Как-то днем, когда все были в зале, Тесса шумно скатилась по ступенькам, ворвалась в зал и завопила:
— Мэтт, тебя к телефону! Наверное, тот человек из студии!
К счастью, в воздухе в этот момент никого не было. Марио нырнул в сетку, кувыркнулся через край и грозно направился к девочке.
— Тереза Сантелли, — начал он. — Сколько тебе лет?
— Тринадцать, — пробормотала та, втянув голову в плечи.
— Ты выросла в цирковой семье и не знаешь… Что ж, я объясню простыми понятными словами, Тесса. Никогда, никогда, никогда не ори, когда кто-то на аппарате. И если ты еще хоть раз выкинешь что-то подобное, я…
Он осекся и покосился на стоящего в дверях Анжело.
— Ты мне ничего не сделаешь, — надменно заявила Тереза. — Папа тебе не позволит.
— Может, и не сделаю. Но я скажу Люсии, и посмотрим, что сделает она. А теперь говори, зачем принеслась сюда с воплями.
— Тебя к телефону, — голос Терезы дрожал от подступивших слез. — Люсия послала тебе сказать.
— Если бы из-за твоих дурацких криков у нас тут произошел несчастный случай, до телефона бы еще долго никто не дошел, поняла? А теперь убирайся!
Тереза бросилась к Анжело, взывая к вышестоящему авторитету.
— Папа…
Анжело злился, и трудно было сказать, на дочь или на Марио. Хмурый взгляд достался обоим.

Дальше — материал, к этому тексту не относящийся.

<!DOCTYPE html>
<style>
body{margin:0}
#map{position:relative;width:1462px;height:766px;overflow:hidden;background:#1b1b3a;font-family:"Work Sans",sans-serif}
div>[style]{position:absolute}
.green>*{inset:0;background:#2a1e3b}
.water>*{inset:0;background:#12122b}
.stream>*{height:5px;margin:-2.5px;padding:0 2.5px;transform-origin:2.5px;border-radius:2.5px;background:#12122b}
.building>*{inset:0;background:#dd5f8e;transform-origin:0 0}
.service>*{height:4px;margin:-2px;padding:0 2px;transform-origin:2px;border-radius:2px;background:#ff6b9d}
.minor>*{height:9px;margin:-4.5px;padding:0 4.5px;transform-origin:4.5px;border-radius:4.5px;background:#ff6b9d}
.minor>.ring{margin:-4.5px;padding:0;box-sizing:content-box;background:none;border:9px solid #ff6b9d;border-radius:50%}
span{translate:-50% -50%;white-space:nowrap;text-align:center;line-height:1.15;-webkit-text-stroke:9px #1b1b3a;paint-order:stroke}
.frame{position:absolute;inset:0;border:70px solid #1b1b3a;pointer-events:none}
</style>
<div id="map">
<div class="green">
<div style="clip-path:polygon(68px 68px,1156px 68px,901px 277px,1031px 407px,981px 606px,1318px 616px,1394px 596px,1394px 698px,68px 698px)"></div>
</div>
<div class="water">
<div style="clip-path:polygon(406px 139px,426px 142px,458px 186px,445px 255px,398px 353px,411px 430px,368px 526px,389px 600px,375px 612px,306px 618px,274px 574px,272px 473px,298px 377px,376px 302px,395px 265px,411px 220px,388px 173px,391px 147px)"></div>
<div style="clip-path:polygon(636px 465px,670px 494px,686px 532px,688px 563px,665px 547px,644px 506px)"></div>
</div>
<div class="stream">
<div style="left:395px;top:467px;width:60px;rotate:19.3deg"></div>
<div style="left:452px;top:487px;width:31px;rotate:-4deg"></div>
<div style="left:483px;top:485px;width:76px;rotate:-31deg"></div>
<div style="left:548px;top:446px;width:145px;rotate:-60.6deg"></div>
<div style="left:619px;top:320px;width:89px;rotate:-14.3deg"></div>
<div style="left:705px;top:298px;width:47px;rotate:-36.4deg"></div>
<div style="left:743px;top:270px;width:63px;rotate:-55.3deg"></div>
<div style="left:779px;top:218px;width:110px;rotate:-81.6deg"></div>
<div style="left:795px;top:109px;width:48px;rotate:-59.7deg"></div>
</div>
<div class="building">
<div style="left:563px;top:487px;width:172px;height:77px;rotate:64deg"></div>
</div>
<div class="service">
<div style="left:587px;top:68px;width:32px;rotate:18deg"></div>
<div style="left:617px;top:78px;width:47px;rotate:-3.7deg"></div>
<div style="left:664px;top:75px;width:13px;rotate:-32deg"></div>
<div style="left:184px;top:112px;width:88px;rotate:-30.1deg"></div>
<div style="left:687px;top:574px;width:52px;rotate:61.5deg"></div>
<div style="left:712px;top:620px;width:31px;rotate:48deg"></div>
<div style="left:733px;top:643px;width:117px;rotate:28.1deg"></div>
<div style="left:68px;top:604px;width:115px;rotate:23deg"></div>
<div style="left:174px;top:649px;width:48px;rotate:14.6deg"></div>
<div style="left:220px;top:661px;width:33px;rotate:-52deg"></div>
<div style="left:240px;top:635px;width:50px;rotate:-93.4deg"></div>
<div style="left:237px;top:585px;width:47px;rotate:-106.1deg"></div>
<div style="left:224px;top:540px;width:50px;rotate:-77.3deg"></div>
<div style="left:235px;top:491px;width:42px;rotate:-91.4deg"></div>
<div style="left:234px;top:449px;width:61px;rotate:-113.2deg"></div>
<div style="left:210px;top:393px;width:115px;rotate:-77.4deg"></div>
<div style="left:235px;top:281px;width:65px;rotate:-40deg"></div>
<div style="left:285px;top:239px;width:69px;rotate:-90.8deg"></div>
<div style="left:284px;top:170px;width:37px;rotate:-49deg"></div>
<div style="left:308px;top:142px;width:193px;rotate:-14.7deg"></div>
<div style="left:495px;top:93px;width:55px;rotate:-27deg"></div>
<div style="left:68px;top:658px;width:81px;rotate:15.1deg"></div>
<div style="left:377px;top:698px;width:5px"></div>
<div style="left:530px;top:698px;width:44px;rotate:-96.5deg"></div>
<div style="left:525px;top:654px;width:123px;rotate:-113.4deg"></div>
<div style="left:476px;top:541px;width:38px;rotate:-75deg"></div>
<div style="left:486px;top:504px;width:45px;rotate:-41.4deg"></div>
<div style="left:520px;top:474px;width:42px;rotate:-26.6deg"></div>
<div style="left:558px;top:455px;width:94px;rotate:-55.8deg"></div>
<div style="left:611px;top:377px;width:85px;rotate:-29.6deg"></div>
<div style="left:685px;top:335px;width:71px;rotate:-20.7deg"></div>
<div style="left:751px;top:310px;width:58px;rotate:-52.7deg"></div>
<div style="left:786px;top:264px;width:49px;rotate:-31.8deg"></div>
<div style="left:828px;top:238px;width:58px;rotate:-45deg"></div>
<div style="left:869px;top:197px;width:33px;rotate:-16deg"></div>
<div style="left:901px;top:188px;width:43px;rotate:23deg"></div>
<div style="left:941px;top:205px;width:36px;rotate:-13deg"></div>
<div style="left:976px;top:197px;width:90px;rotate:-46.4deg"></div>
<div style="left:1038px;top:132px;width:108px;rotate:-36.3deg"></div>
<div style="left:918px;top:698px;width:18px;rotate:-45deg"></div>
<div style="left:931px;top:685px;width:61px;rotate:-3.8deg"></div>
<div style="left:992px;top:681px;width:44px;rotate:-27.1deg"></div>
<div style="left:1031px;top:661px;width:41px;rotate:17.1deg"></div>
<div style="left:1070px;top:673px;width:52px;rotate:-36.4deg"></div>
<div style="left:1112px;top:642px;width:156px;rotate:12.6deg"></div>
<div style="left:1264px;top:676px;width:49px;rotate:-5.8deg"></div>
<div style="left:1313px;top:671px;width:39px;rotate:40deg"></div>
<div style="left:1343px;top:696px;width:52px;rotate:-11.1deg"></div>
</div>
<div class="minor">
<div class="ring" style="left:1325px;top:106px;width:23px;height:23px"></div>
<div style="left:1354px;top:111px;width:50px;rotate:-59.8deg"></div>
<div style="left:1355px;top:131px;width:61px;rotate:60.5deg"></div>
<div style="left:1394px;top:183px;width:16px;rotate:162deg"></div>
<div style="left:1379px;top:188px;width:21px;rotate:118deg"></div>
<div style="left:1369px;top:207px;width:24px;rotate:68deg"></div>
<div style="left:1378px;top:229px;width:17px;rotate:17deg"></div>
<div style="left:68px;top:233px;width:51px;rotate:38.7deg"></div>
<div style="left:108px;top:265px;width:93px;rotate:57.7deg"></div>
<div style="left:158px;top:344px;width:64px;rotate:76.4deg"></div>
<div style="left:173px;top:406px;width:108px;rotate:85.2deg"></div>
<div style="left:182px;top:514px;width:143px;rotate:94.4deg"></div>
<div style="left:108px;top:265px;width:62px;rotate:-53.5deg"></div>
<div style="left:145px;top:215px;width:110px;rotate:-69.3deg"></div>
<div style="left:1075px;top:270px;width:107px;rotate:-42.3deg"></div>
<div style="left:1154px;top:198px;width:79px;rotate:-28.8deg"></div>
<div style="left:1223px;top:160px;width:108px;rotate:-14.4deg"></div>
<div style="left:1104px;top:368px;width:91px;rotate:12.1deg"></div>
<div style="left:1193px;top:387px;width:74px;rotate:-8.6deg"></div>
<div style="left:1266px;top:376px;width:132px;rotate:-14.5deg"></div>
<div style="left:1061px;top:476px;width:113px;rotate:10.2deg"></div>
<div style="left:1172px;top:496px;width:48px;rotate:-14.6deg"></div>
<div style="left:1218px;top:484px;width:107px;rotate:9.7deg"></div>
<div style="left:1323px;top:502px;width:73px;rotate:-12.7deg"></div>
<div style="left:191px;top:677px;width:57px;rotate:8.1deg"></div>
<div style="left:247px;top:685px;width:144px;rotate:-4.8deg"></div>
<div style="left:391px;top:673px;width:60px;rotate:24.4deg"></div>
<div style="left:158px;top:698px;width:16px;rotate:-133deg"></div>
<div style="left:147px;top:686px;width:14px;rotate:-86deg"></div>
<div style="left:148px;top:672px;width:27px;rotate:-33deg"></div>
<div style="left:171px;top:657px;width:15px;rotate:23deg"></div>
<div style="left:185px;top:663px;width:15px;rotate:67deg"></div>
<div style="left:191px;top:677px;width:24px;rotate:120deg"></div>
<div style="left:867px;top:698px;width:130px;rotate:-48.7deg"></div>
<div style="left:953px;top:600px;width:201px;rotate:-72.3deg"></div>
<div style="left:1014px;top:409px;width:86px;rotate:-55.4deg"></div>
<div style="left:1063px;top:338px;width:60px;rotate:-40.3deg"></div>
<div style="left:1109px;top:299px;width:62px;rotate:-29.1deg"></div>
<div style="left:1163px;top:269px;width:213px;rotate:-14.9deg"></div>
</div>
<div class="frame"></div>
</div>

— Он прав, Тесс. Нельзя кричать, когда кто-то летает, это опасно. Я думал, ты умнее. Ступай к Люсии, помоги ей в кухне. А ты, Мэтт, не разговаривай таким тоном с моей дочерью. Если надо, скажи мне, я сам с ней разберусь.
Марио открыл рот для сердитого отпора, и Томми понадеялся, что перебранка разрядит напряжение, но Анжело добавил:
— Тебя, кажется, звали к телефону. Иди, это, должно быть, что-то важное. Я здесь присмотрю.
Он взглянул на Бобби, который, стоя на мостике, застегивал на поясе ремень лонжи.
— Я подержу лонжу, — сказал он и взялся за деревянные рукоятки.
Томми, руководивший с земли, крикнул Бобби:
— Все, пошел!
Подросток прыгнул с мостика, раскачался и нырнул навстречу Филу в ловиторке, но промахнулся, и Анжело отступил назад, замедляя его падение. Другие мальчики засмеялись. Отпустив веревку, Анжело подошел к сетке помочь Бобби расстегнуть ремень.
— Не стоит вот так падать на ноги. Даже когда на тебе лонжа. Нужно уметь машинально переворачиваться на спину и никак иначе.
Томми, слушая, думал: «Как в старые добрые времена, когда он работал со мной. И остальными…» Сквозь неприязнь все же пробивалось былое восхищение.
— Клэй, ступай наверх и покажи, как в этой семье учатся падать.